When the Christchurch City Council wanted to chop down the trees in our street, my mother and some of the neighbours called in Jim. The trees remained. He didn’t treat that small local issue any differently to how he treated major events like setting up KiwiBank. All politics were local for Jim.
When it turned out that I was the only nominee for the Wigram seat, I made the mistake of suggesting to Jim I thought that maybe I’d over-organised. I can still hear the silence on the other end of the phone when I uttered those words. It was broken a few seconds later with a firm rebuke that “there’s no such thing as over-organising!”
I consider myself immensely fortunate to have been taught by Jim about being a local MP. A day or so after the February 2011 earthquake, I hadn’t been elected yet and was still just a candidate, helping out Jim deal with local issues. There was a council housing complex who we had visited and there were a number of elderly people there without bread or milk. It was getting late in the day, and I suggested we just go to the supermarket and buy supplies ourselves.
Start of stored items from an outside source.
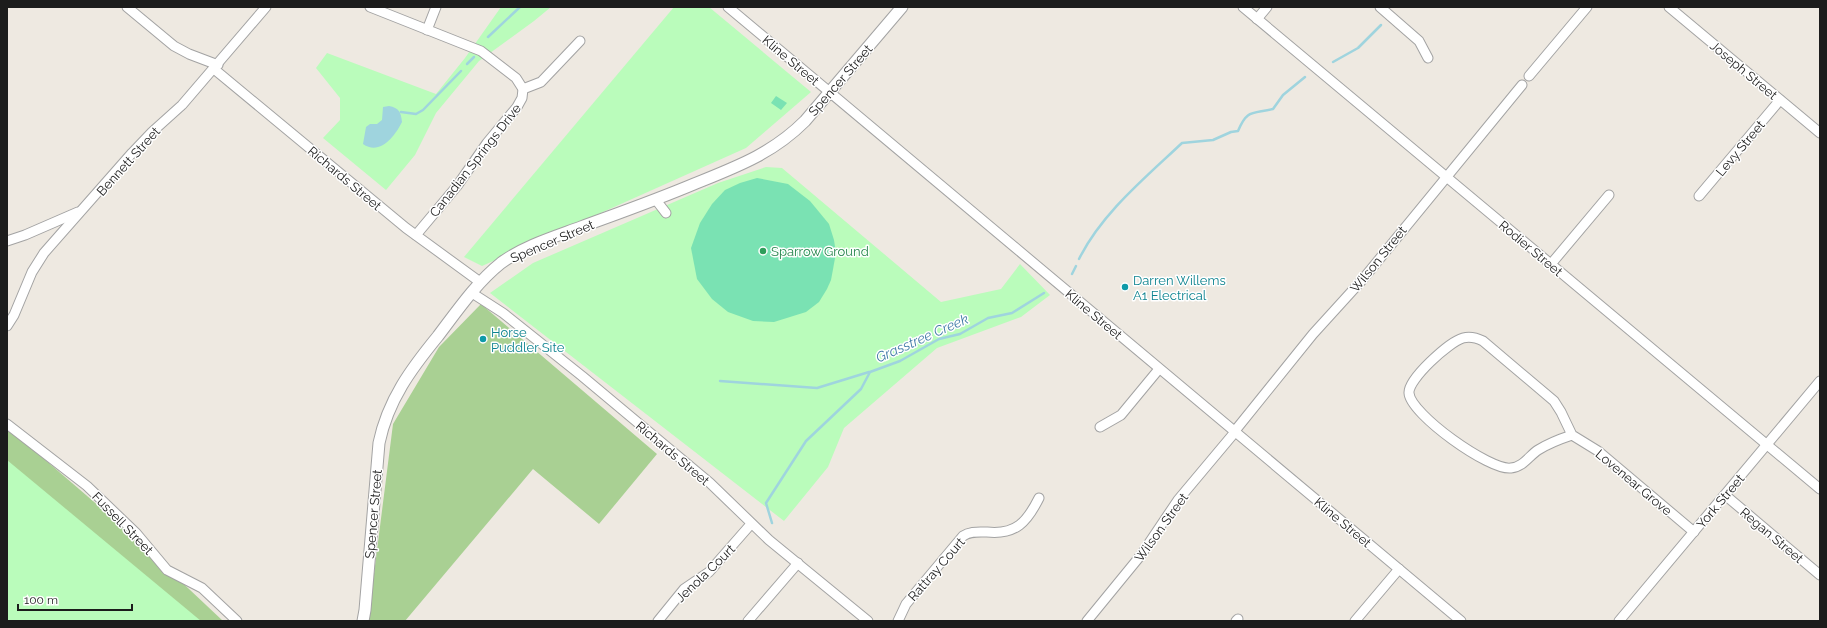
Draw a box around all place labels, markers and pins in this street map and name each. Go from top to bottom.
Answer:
place label: Sparrow Ground [771,244,869,259]
marker: Sparrow Ground [758,246,768,256]
place label: Darren Willems A1 Electrical [1133,273,1226,303]
marker: Darren Willems A1 Electrical [1120,282,1130,292]
place label: Horse Puddler Site [491,325,565,355]
marker: Horse Puddler Site [478,334,488,344]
Jim looked at me and said “There’s not enough money in the world for you to do that for everyone who’s going to come to you when you’re an MP. Your job is to find structural solutions that actually fixes what’s wrong.” So instead, Jim called around local organisations and businesses until he found someone who was willing to donate food and regularly help the people in the flats until things were sorted.
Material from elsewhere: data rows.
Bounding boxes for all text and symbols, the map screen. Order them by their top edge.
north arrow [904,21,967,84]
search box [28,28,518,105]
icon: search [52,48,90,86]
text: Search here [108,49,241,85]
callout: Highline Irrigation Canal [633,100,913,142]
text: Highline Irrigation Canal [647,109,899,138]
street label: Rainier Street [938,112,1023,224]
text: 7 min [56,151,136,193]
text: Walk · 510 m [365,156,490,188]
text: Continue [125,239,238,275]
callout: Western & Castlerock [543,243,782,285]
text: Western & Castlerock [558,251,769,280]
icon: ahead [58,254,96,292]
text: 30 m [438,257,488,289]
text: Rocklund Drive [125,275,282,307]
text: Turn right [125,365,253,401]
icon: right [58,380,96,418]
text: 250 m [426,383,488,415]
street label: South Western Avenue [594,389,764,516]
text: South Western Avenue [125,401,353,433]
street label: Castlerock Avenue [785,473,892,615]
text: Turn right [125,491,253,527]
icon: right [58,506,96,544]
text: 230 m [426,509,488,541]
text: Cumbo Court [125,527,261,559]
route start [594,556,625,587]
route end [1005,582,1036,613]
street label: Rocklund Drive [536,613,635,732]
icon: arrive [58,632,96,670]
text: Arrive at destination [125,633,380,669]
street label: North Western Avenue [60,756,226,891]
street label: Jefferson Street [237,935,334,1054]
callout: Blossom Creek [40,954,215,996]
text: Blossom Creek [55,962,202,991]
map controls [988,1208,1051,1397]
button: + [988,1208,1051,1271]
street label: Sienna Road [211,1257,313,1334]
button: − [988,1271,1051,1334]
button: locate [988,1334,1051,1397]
Combined with that approach was Jim’s famously phenomenal organising abilities. Especially when it came to politics, Jim was meticulous about every detail. This was something he really pressed into me when I was thinking about running myself.
When it turned out that I was the only nominee for the Wigram seat, I made the mistake of suggesting to Jim I thought that maybe I’d over-organised. I can still hear the silence on the other end of the phone when I uttered those words. It was broken a few seconds later with a firm rebuke that “there’s no such thing as over-organising!”
I’d seen him put this philosophy into practice countless times. After his experiences in the 1960s when his modernisation proposals for the Labour Party were voted down at annual conference, Jim became a fiendishly determined counter of votes. It was never enough to assume you had the numbers for something, you had to know.
I remember in 2010 where there was a vote around his endorsement as mayoral candidate by the People’s Choice, the left-leaning council ticket in Christchurch. One of Jim’s most loyal trusted lieutenants who had been with him through many years of political combat was on the committee. Jim still had me call him to confirm he was a yes.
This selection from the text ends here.